### YOUR INSTRUCTIONS
Repeat each line of the data below exactly, but skip the pictures.

### THE DATA

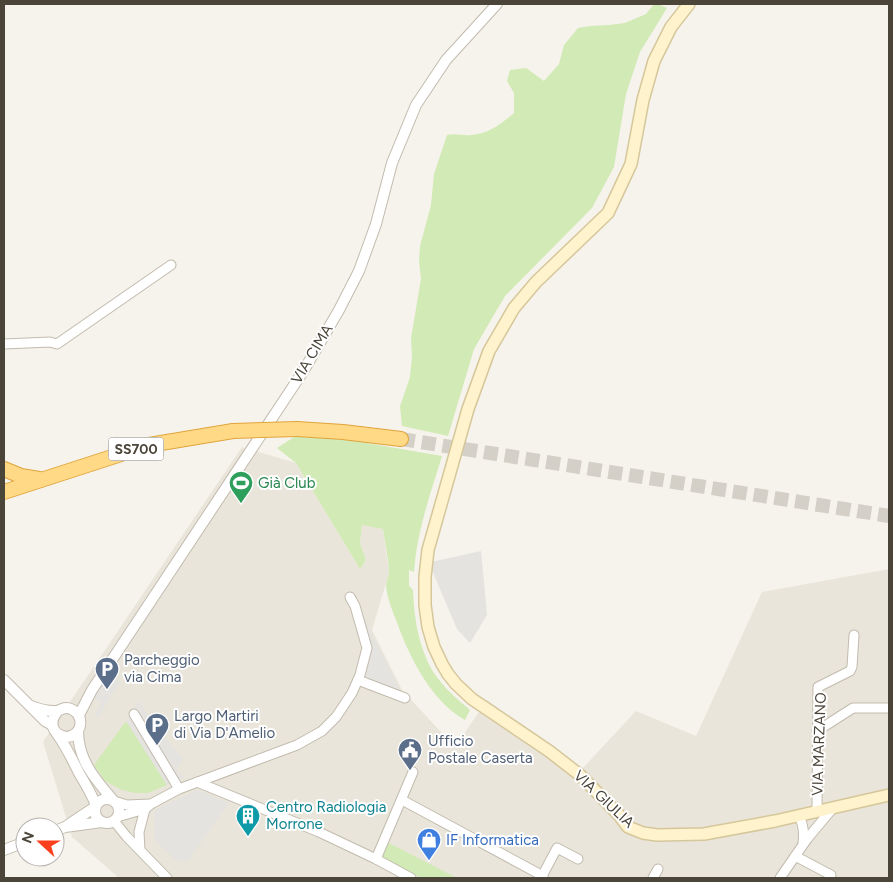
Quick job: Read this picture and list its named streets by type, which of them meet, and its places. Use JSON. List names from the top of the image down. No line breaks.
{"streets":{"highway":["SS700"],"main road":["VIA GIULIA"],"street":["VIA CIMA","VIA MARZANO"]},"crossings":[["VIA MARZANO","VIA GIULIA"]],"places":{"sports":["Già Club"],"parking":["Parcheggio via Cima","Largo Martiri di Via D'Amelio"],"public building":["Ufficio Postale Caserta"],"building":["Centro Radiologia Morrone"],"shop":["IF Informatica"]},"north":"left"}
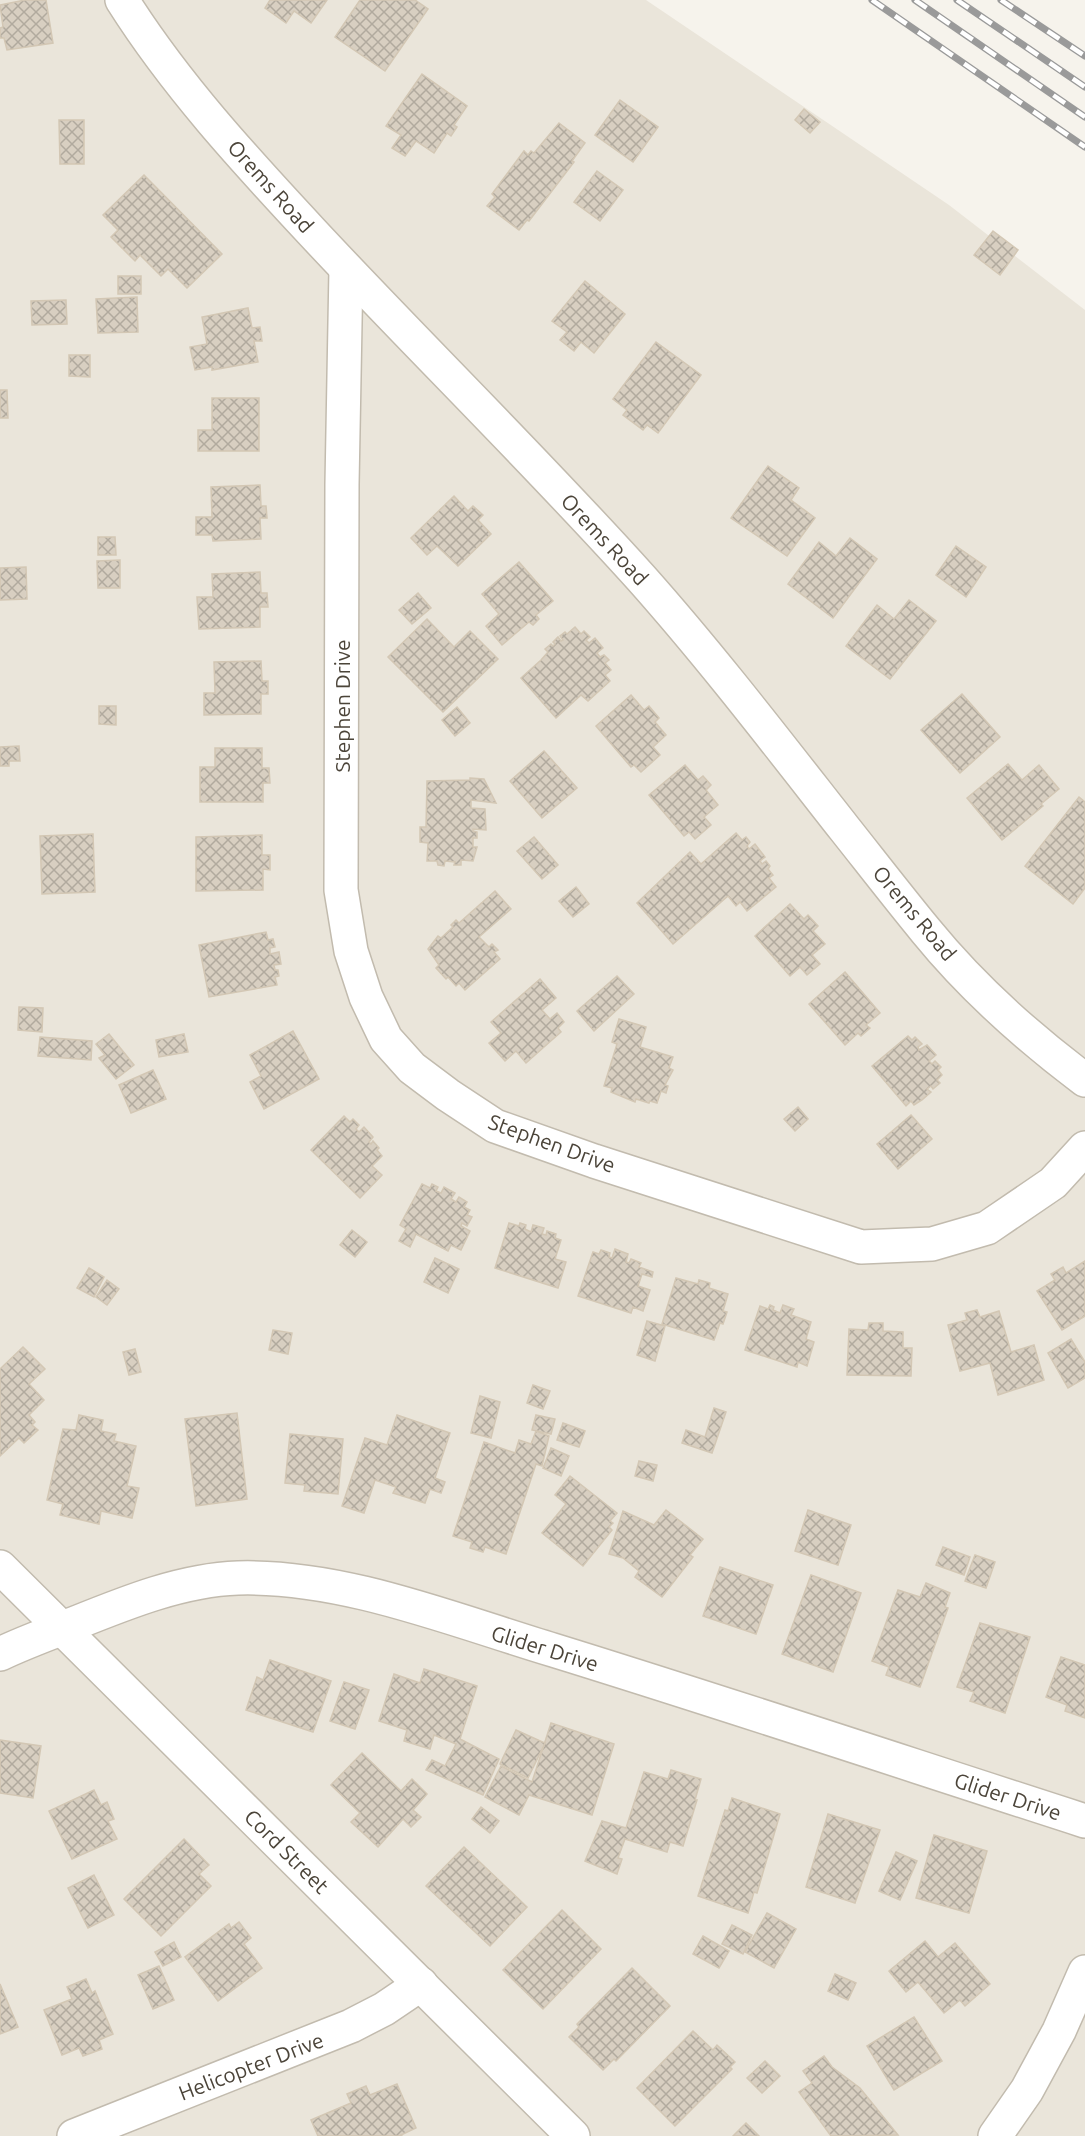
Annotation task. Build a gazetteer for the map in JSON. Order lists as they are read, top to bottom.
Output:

### RESPONSE TO THIS EXERCISE
Quick job: Read this picture and list its named streets by type, which of them meet, and its places. Use JSON. List names from the top of the image down. No line breaks.
{"streets":{"highway":["SS700"],"main road":["VIA GIULIA"],"street":["VIA CIMA","VIA MARZANO"]},"crossings":[["VIA MARZANO","VIA GIULIA"]],"places":{"sports":["Già Club"],"parking":["Parcheggio via Cima","Largo Martiri di Via D'Amelio"],"public building":["Ufficio Postale Caserta"],"building":["Centro Radiologia Morrone"],"shop":["IF Informatica"]},"north":"left"}
Annotation task. Build a gazetteer for the map in JSON. Order lists as they are read, top to bottom.
Output:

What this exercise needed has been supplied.